Tex, nice flashback there, and I understand your suggestions, but prints are not cheap once you get to 8x10" or larger. All big prints aren't posters - most posters are printed large on cheap paper using 4-color printing - large prints are printed on heavy paper using more sophisticated printers.
Also, sure OS-provided calibration tools are better than nothing, but are pretty worthless in terms of getting accurate prints. For $80 or $90, you can assure yourself of accurate prints, vs. spending that much on wasted prints that you're not happy with because they are too blue, yellow, red, dark, light, etc.

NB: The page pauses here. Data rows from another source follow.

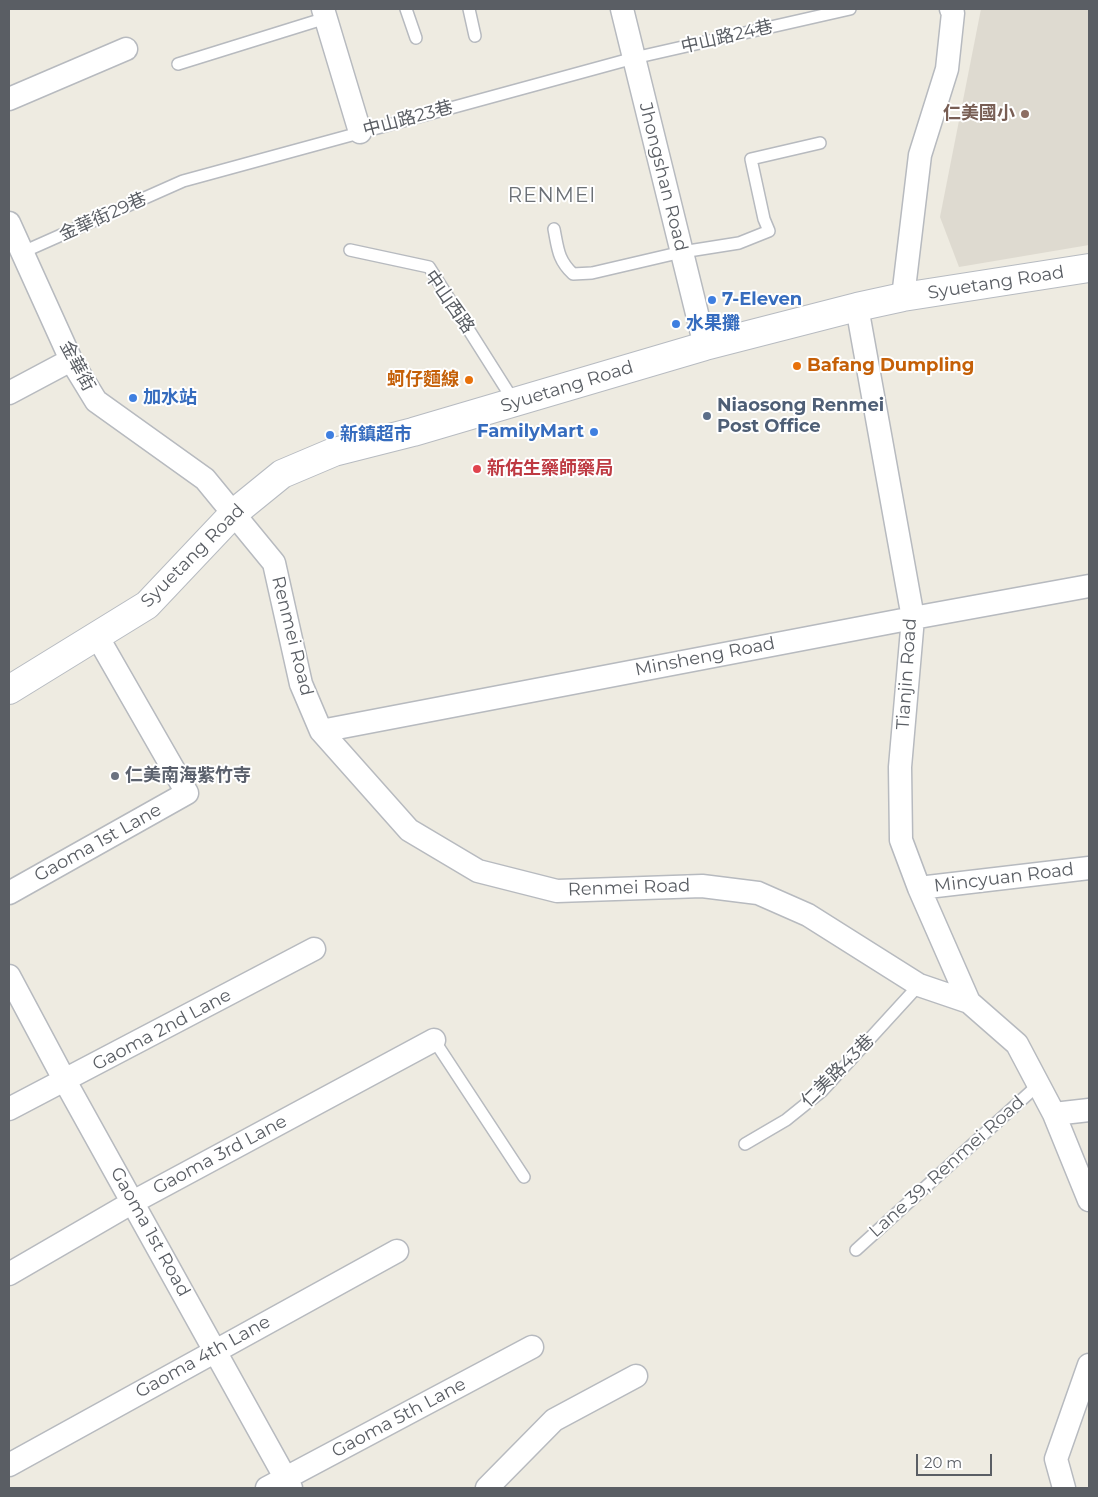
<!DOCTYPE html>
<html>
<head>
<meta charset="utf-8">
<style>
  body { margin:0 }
  #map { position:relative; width:1098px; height:1497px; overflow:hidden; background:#eeebe1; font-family:Montserrat,sans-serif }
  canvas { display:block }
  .frame { position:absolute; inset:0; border:10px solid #5a5e64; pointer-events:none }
  .scale { position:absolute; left:916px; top:1454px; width:76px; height:22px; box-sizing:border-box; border:2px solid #5a5e64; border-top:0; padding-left:6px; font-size:15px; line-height:18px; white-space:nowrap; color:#5a5e64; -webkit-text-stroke:4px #fff; paint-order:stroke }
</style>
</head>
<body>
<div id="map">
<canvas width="1098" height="1497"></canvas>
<div class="frame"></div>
<div class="scale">20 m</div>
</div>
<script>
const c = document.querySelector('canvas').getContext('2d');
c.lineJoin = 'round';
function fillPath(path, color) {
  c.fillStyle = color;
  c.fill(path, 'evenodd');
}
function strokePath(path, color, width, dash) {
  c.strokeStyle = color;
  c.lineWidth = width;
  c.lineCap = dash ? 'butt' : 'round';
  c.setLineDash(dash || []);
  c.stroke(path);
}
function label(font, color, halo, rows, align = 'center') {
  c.font = font + ' Montserrat,"Noto Sans TC",sans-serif';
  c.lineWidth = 4;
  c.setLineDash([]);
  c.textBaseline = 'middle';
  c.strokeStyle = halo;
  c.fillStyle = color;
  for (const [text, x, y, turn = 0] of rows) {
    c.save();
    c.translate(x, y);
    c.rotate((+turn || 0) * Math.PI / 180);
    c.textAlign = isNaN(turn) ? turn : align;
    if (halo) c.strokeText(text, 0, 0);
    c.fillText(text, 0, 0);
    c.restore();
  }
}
fillPath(new Path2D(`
  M 981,9 L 1089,9 L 1089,245 L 959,267 L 940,217 Z`), '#dedad0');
const lane = new Path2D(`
  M 406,9 L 416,38
  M 469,9 L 475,36
  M 178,64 L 326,18
  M 554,229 C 558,249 558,260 573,274 L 592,273 L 682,252 L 739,243 L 769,231 L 764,219 L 751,159 L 820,143
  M 350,250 L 429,267 L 515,403
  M 23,252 L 183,181 L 634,58 L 850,9
  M 434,1040 L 524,1177
  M 745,1144 L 786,1120 L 822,1091 L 919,985
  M 856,1250 L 1038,1085`);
const street = new Path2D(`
  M 323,9 L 360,132
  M 622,9 L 705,346
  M 9,99 L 126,49
  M 9,223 L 71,360 L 96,401 L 205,479 L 274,563 L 301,684 L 321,731 L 409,830 L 478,871 L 557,891 L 702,886 L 758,893 L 808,915 L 919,985 L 969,1002 L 1017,1044 L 1054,1114 L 1089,1200
  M 903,297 L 920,155 L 947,69 L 953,13 L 951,9
  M 857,307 L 913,618 L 900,767 L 901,840 L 919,888 L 969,1002
  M 9,393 L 71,360
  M 321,731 L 913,618 L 1089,586
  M 919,888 L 1089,868
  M 9,893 L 187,793 L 97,636
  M 9,976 L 65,1081 L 291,1488
  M 9,1109 L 314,949
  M 1054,1114 L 1089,1110
  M 9,1274 L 133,1202 L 434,1040
  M 9,1465 L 397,1251
  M 267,1488 L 532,1347
  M 487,1488 L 554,1420 L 636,1376
  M 1064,1488 L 1056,1459 L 1089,1365`);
const secondary = new Path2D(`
  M 9,690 L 147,605 L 234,513 L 282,474 L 334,452 L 413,432 L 705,346 L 857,307 L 903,297 L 1089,268`);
strokePath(lane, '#b7babf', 14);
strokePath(street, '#b7babf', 25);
strokePath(secondary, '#b7bbc1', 30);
strokePath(lane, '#fff', 11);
strokePath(street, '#fff', 22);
strokePath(secondary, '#fff', 28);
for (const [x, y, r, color] of [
  [1025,114,5,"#8d6e63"],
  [712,300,5,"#3f7fe0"],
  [676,324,5,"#3f7fe0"],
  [797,366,5,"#e8710a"],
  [469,380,5,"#e8710a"],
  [133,398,5,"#3f7fe0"],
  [707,416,5,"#5c6f8a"],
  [594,432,5,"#3f7fe0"],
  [330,435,5,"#3f7fe0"],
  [477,469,5,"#e0444e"],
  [115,776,5,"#6b7280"]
]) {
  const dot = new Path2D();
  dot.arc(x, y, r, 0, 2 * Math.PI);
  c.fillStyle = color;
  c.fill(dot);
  strokePath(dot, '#fff', 2);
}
label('18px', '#5a5e64', '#fff', [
  ["中山路24巷",727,37,-13],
  ["中山路23巷",408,119,-15],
  ["Jhongshan Road",663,177,76],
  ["金華街29巷",103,217,-24],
  ["Syuetang Road",996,283,-9],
  ["中山西路",449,302,55],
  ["金華街",77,366,62],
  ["Syuetang Road",567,387,-17],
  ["Syuetang Road",193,556,-45],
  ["Renmei Road",292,636,76],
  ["Minsheng Road",705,657,-11],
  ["Tianjin Road",907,674,-86],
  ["Gaoma 1st Lane",98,843,-29],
  ["Mincyuan Road",1004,878,-7],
  ["Renmei Road",629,888,-2],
  ["Gaoma 2nd Lane",162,1030,-28],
  ["仁美路43巷",838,1071,-45],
  ["Gaoma 3rd Lane",220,1155,-28],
  ["Lane 39, Renmei Road",947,1167,-42],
  ["Gaoma 1st Road",150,1232,61],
  ["Gaoma 4th Lane",203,1357,-29],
  ["Gaoma 5th Lane",399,1418,-28]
]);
label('bold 18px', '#785e54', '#fff', [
  ["仁美國小",1015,114]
], 'right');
label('bold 18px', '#366cbe', '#fff', [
  ["7-Eleven",722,300],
  ["水果攤",686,324],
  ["加水站",143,398],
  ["FamilyMart",584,432,"right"],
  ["新鎮超市",340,435]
], 'left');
label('bold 18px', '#c56008', '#fff', [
  ["Bafang Dumpling",807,366],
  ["蚵仔麵線",459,380,"right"]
], 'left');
label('bold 18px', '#4e5e75', '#fff', [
  ["Niaosong Renmei",717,406],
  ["Post Office",717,427]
], 'left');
label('bold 18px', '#be3a42', '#fff', [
  ["新佑生藥師藥局",487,469]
], 'left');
label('bold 18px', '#5b616d', '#fff', [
  ["仁美南海紫竹寺",125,776]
], 'left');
c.letterSpacing = '1px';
label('20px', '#6b7076', '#fff', [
  ["RENMEI",552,196]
]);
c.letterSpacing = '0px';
</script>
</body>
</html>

Also, I don't see it as diagnosing a problem he doesn't have because an uncalibrated monitor will lead to problems, and the bigger you print, the worse it gets. While most people don't need a full-blown ICC workflow, I think monitor calibration and a printer who uses ICC profiles is the minimum you need for good quality prints. For many years, that's all I could afford, and I never had to re-do a print.
Ok, so in your initial post you say 'Are colorimeters really necessary?", and now you are lecturing me about how necessary they are. I have a Spyder 4 pro, and use from time to time. I think the type and grade of monitor are just if not more important. There you win, you have convinced me! My largest print is 25 feet wide and hangs over the tourism bureau at the local International airport. I did not make the print, they just bought the image. I hope they did not print any 4x6 or 8x10 test first, those can be expensive.
If you want seriously want to argue with someone about "the definition of a poster", you have the wrong guy. I am more the photographer type.